What to produce: Restate the full set of records exactly, without adding or dropping a word.

Stored items:
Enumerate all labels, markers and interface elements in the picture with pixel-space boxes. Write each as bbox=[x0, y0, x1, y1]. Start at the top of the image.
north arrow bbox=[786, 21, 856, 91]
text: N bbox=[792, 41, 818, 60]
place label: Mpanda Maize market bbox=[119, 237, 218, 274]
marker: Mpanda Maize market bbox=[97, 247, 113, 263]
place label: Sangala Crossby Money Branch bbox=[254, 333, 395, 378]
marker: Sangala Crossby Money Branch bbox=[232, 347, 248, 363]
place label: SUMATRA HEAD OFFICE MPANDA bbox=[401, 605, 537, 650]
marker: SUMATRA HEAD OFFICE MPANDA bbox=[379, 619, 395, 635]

Reply to the task:
Enumerate all labels, markers and interface elements in the picture with pixel-space boxes. Write each as bbox=[x0, y0, x1, y1]. Start at the top of the image.
north arrow bbox=[786, 21, 856, 91]
text: N bbox=[792, 41, 818, 60]
place label: Mpanda Maize market bbox=[119, 237, 218, 274]
marker: Mpanda Maize market bbox=[97, 247, 113, 263]
place label: Sangala Crossby Money Branch bbox=[254, 333, 395, 378]
marker: Sangala Crossby Money Branch bbox=[232, 347, 248, 363]
place label: SUMATRA HEAD OFFICE MPANDA bbox=[401, 605, 537, 650]
marker: SUMATRA HEAD OFFICE MPANDA bbox=[379, 619, 395, 635]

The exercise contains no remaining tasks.